▶ **How to complete this task**:
Please return every line in the following data that includes the string "linejoin".

▶ **Records shown**:
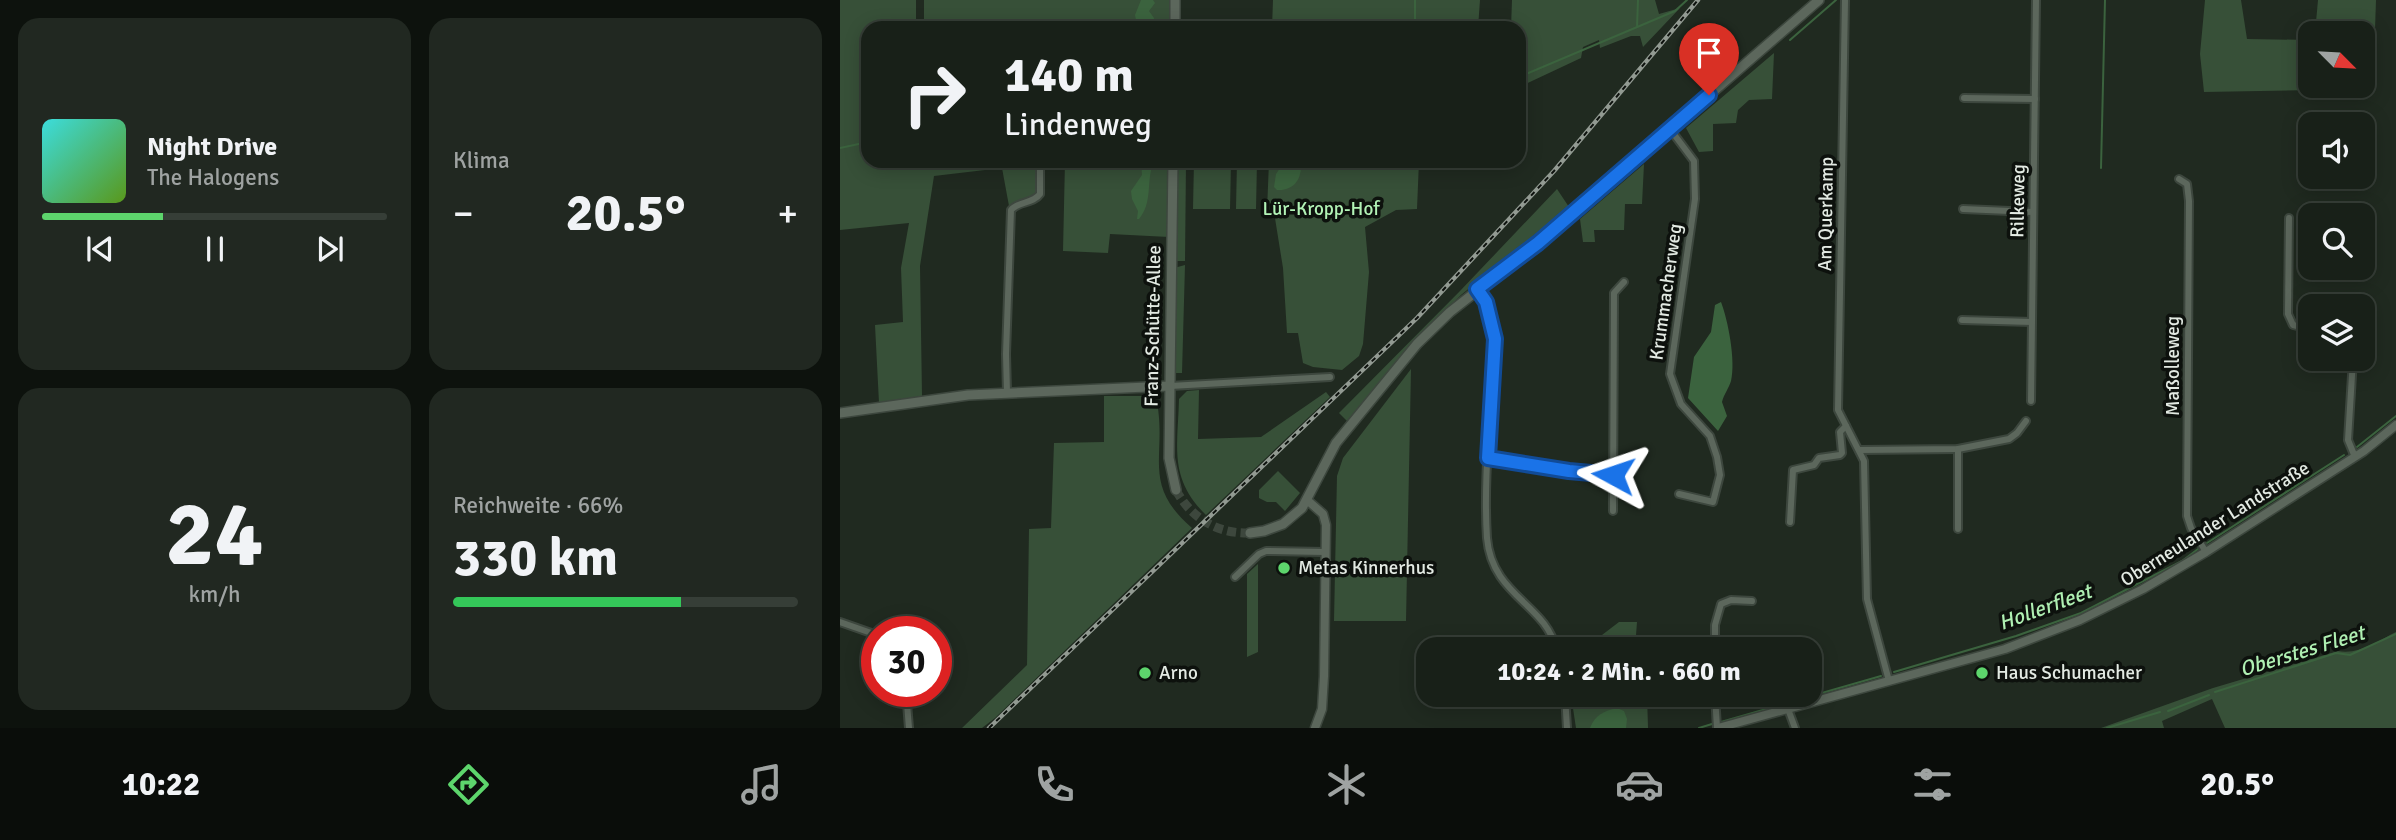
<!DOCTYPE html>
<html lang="de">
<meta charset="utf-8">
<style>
body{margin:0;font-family:Signika,sans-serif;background:#212821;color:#f1f3f6;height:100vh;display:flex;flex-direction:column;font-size:26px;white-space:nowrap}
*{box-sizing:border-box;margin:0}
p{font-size:23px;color:#9fa3a2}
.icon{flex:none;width:38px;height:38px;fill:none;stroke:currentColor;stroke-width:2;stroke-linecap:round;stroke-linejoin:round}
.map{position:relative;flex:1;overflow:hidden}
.panel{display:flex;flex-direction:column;gap:18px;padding:18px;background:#0d120d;width:840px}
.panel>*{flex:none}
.hud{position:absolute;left:21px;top:21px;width:665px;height:147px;border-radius:21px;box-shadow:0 4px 18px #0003,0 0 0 2px #363e37;background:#182018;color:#f1f3f6;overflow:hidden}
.needle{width:46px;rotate:114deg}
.tools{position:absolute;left:1458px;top:21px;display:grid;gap:14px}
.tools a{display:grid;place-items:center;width:77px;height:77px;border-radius:14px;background:#182018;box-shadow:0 4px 18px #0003,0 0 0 2px #363e37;font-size:35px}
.speed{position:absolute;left:21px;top:616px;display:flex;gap:14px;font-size:35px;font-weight:700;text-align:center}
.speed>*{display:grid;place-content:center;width:91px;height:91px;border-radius:50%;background:#182018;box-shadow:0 4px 18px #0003,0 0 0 2px #363e37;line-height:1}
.speed .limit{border:10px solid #d22;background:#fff;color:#111}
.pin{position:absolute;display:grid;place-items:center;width:60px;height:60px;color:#fff;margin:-72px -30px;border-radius:50% 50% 50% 0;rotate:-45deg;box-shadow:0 0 7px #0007}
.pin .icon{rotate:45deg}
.me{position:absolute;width:77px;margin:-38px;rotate:275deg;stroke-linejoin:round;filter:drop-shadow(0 0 5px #0008)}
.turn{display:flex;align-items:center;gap:24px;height:147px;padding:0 28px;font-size:32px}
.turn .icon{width:91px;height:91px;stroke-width:2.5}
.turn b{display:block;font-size:49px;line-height:60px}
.big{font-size:52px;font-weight:700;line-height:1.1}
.panel .tile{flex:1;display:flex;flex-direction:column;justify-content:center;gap:10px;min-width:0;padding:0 24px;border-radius:21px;background:#212821}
.panel .dial{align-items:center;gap:0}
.dial b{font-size:91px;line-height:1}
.song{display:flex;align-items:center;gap:21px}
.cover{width:84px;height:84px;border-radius:10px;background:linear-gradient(135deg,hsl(180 70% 55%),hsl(90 70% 35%))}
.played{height:7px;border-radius:4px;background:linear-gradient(90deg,#5dd56c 35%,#363e37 35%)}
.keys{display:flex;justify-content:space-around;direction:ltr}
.heat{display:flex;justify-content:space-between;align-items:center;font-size:38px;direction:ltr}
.charge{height:10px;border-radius:5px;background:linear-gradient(90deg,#34c759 66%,#363e37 0)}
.panel .tiles{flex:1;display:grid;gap:18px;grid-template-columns:repeat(2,1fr)}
.trip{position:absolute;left:576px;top:637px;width:406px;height:70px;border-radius:21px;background:#182018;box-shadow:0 4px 18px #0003,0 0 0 2px #363e37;font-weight:700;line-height:70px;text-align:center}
.tabs{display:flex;height:112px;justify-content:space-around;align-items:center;background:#0a0d0a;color:#9fa3a2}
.tabs .icon{width:49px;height:49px}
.tabs .current{color:#5dd56c}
.tabs b{font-size:32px;color:#f1f3f6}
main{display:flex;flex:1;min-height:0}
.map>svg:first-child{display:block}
.green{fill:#375038}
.water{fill:#3b633e}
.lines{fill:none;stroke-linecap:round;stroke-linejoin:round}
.stream{stroke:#3b633e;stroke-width:2}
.secondary-tunnel{stroke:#3d473d;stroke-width:9;stroke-dasharray:9 4.5;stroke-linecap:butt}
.minor-casing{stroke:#3d473e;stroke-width:10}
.tertiary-casing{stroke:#3d473e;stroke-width:11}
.secondary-casing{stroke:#3d473e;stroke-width:12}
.minor{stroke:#5c675c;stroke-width:6}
.tertiary{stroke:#5c675c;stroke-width:8}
.secondary{stroke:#5c675c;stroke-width:9}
.rail-casing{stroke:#929a92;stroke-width:4.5}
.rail{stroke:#0d110d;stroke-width:2;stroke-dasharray:5;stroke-linecap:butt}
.route-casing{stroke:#114b97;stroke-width:18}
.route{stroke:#1a73e8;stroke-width:12}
.poi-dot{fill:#5dd56c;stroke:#0d110d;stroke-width:2.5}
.labels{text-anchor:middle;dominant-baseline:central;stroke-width:7;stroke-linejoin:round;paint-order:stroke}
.street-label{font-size:19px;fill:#e3eae3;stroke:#0d110d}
.park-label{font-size:19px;fill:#b2f3b6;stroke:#0d110d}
.poi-label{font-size:19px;fill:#e3eae3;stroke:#0d110d;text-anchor:start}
.water-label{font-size:21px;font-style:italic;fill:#afefb2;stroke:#0d110d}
</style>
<main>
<section class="panel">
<div class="tiles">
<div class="tile">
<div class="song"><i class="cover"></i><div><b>Night Drive</b><p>The Halogens</p></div></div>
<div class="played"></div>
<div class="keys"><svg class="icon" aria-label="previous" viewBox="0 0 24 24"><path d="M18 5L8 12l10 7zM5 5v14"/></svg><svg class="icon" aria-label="pause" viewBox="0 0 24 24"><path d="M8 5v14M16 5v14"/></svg><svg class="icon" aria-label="next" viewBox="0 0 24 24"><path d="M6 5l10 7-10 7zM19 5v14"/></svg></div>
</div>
<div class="tile"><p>Klima</p>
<div class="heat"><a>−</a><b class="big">20.5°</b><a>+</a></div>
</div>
<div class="tile dial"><b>24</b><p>km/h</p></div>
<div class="tile"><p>Reichweite · 66%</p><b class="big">330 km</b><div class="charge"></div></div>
</div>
</section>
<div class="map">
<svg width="1556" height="728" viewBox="0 0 1556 728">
<rect width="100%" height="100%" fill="#202a20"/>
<g class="green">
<path d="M 0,0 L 76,0 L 76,28 L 28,28 L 28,161 L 198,161 L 198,194 L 194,198 L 169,206 L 162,168 L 94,176 L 80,266 L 82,396 L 39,403 L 35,325 L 63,322 L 61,268 L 69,223 L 0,230 Z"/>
<rect x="84" y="0" width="248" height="28"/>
<path d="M 433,0 L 640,0 L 638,28 L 432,28 Z"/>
<path d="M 672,0 L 815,0 L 819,14 L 840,8 L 803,47 L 800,36 L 791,36 L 760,48 L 759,40 L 743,47 L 741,58 L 679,87 L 679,28 L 671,28 Z"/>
<path d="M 1365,0 L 1401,0 L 1407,39 L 1470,40 L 1470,86 L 1522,86 L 1522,33 L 1475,33 L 1478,0 L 1536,0 L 1533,89 L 1364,92 L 1360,54 Z"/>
<path d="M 934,53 L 932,99 L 909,100 L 898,110 L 896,123 L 873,124 L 873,151 L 859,152 L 846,128 Z"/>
<path d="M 225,161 L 330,161 L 329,237 L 270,234 L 268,253 L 223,251 Z"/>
<path d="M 335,161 L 346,161 L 345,261 L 336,261 L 334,258 Z"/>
<path d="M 354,161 L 391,161 L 390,209 L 353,209 Z"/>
<path d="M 397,161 L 417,161 L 416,209 L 396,209 Z"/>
<path d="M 429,161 L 579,161 L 577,209 L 556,210 L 525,227 L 529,272 L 523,344 L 519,356 L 502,370 L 473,367 L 463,363 L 458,333 L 447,333 L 443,268 L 434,212 L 427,211 Z"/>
<path d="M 804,164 L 802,204 L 785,204 L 784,230 L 754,230 L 755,242 L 743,242 L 740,219 Z"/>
<path d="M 717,189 L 729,207 L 621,295 L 570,346 L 507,421 L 499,413 L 620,291 Z"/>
<path d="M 345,265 L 342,373 L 336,373 L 332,347 L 334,268 Z"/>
<path d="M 571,369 L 566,621 L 494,621 L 497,476 L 503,458 Z"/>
<path d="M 359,390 L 358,439 L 421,437 L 486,392 L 490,397 L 366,515 C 328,478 338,446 339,399 L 347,391 Z"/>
<path d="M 264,396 L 309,396 L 317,402 C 327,457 301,484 352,528 L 155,718 L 142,728 L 122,728 L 187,665 L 189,529 L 211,528 L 214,443 L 264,442 Z"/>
<path d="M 438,471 L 460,493 L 445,511 L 436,502 L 427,502 L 419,498 L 419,490 Z"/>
<path d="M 418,564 L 418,652 L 407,657 L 407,574 Z"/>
<path d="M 779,622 L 797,622 L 795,649 L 724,649 L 762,635 Z"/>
<path d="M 1556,632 L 1556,728 L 1385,728 L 1372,699 L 1322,721 L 1324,728 L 1261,728 L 1373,688 L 1498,651 C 1519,655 1538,641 1556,632 Z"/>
<path d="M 731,695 L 807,695 L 808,728 L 736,728 Z"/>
</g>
<g class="water">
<path d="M 301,0 L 313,0 L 315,3 L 309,11 L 314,18 L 313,28 L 306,28 L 296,20 L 295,15 Z"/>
<path d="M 301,161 L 313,163 C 306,183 313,202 299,219 L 297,219 L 298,211 L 292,199 L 291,191 L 302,175 Z"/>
<path d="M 445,161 L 455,161 L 461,166 C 461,181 452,191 437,190 L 434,187 L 436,174 Z"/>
<path d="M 881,302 C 888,320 896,361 891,381 C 889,388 884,394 882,402 L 887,416 L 878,431 L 848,398 L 854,357 L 871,332 L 875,305 Z"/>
<path d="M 777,708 L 784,711 L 787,719 L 786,728 L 750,728 C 755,715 764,711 777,708 Z"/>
</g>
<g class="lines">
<g class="stream">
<path d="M 797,27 L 798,0"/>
<path d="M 575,28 L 575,0"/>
<path d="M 950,40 L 996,0"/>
<path d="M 679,77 L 835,11 L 847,0"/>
<path d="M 0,148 L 28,142"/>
<path d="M 1261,168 L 1265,0"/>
<path d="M 1517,447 L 1556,416"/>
<path d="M 1367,543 L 1504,455"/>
<path d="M 1054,672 L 1176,636 L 1241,613 L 1342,561 L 1358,549"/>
<path d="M 1375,692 L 1496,653 L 1510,655 L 1556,634"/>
<path d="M 1328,711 L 1369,695"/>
<path d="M 881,722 L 1041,676"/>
<path d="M 859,728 L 872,724"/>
<path d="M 1267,728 L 1320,712"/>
</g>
<path class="secondary-tunnel" d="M 336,490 C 351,518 377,534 410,533"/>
<defs>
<g id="minor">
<path d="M 1005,0 L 998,410 L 1024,461 L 1027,599 L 1049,681"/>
<path d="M 1124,98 L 1195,99"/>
<path d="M 830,129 L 854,161 L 855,199 L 830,374 L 841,404 L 870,436 L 877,457 L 880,475 L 873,502 L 839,494"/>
<path d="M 1339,179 L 1347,184 L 1349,201 L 1347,516 L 1351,528 L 1366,552"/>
<path d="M 1123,209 L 1193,212"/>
<path d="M 1449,218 L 1448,314 L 1453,325 L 1470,329"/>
<path d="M 637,289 C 647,303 653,321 655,339 C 657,358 652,379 651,398 C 648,444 644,492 647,538 C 652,596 706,604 716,649"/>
<path d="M 1122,320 L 1192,322"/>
<path d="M 1513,359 L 1508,440 L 1515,457"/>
<path d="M 330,386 L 490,377"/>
<path d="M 167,393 L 166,354 L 171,210 C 178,201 193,204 200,194 L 200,161"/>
<path d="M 1191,401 L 1196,0"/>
<path d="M 1020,450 L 1118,449 L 1169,439 L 1177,433 L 1186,421"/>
<path d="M 648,458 L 729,471 L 773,475"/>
<path d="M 773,511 L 774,293 L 784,282"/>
<path d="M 950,522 L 953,470 L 974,465 L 979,458 L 1000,455 L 1002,453 L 1000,432 L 1006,426"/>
<path d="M 1118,529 L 1118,449"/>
<path d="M 395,577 L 419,554 L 426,551 L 485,552"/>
<path d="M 0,622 L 37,635"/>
<path d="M 875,649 L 875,625 L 881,604 L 891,600 L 912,601"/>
<path d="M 66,691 L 69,728"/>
<path d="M 725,695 L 727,728"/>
<path d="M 875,695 L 877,728"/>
<path d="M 948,709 L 955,728"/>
</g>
<g id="tertiary">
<path d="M 467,500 L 483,514 L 486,525 L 484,676 L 482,709 L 475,728"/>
<path d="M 878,728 L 1165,649 L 1240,620 L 1303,589 L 1366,552 L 1524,451 L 1556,425"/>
</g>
<g id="secondary">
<path d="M 335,28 L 335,0"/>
<path d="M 333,161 L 329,458 L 336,490"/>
<path d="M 0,413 L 128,395 L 330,386"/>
<path d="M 410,533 L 424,531 L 443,524 L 462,508 L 496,443 L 577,344 L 610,312 L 698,243 L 979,0"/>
</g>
</defs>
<use href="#minor" class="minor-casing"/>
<use href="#tertiary" class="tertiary-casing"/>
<use href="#secondary" class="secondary-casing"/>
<use href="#minor" class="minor"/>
<use href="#tertiary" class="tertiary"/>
<use href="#secondary" class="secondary"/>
<defs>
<path id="rail" d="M 149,728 L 577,318 L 714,171 L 858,0"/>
</defs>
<use href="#rail" class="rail-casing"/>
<use href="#rail" class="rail"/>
</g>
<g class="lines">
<defs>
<path id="route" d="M 773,475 L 729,471 L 648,458 L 655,339 L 646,302 L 637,289 L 698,243 L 869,95"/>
</defs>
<use href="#route" class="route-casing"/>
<use href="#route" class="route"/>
</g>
<g class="poi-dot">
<circle cx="444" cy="568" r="7"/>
<circle cx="305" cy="673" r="7"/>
<circle cx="1142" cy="673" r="7"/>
</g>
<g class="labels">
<g class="street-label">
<text transform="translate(1178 201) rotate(-89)">Rilkeweg</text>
<text transform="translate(986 214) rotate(-89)">Am Querkamp</text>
<text transform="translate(826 292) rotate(-82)">Krummacherweg</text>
<text transform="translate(313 326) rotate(-89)">Franz-Schütte-Allee</text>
<text transform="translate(1333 366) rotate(-90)">Maßolleweg</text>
<text transform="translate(1375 524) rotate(-32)">Oberneulander Landstraße</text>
</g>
<g class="park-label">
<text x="481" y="209">Lür-Kropp-Hof</text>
</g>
<g class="poi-label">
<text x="458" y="568">Metas Kinnerhus</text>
<text x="319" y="673">Arno</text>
<text x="1156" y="673">Haus Schumacher</text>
</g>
<g class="water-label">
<text transform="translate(1205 607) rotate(-20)">Hollerfleet</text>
<text transform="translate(1462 651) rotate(-17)">Oberstes Fleet</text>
</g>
</g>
</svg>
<div class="tools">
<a><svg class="needle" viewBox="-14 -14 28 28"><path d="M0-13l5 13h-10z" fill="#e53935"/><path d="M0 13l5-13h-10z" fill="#9fa3a2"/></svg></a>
<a><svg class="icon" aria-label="sound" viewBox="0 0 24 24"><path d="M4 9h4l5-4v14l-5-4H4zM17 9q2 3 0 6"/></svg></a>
<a><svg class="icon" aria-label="search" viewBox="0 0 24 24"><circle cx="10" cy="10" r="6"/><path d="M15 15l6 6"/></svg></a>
<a><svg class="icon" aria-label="layers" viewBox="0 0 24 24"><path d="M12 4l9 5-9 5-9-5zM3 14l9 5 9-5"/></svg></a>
</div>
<div class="speed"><div class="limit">30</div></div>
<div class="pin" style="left:869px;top:95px;background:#d93025"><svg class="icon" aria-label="arrive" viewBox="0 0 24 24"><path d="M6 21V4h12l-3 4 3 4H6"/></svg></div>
<svg class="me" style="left:773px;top:475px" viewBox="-20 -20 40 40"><path d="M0-17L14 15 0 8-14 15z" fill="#1a73e8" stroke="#fff" stroke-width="4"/></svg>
<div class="trip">10:24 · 2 Min. · 660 m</div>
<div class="hud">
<div class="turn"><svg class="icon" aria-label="right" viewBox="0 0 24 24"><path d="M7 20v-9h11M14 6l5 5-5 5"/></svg><div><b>140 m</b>Lindenweg</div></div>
</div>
</div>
</main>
<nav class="tabs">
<b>10:22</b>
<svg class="icon current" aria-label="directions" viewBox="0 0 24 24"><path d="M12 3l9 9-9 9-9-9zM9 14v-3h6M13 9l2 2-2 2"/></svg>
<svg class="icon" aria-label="music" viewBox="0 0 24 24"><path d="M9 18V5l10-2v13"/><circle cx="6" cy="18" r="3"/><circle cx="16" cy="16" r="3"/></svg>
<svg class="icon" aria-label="phone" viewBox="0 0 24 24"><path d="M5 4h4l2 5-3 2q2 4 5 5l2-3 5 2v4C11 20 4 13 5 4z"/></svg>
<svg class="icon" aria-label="climate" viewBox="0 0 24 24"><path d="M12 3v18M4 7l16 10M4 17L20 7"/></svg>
<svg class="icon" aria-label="car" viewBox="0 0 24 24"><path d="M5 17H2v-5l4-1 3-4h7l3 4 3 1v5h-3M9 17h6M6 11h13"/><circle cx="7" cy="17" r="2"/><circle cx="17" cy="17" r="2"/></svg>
<svg class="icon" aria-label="filters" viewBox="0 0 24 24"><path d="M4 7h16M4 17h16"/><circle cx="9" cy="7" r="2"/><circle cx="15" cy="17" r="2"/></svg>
<b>20.5°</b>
</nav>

▶ **Answer box**:
.icon{flex:none;width:38px;height:38px;fill:none;stroke:currentColor;stroke-width:2;stroke-linecap:round;stroke-linejoin:round}
.me{position:absolute;width:77px;margin:-38px;rotate:275deg;stroke-linejoin:round;filter:drop-shadow(0 0 5px #0008)}
.lines{fill:none;stroke-linecap:round;stroke-linejoin:round}
.labels{text-anchor:middle;dominant-baseline:central;stroke-width:7;stroke-linejoin:round;paint-order:stroke}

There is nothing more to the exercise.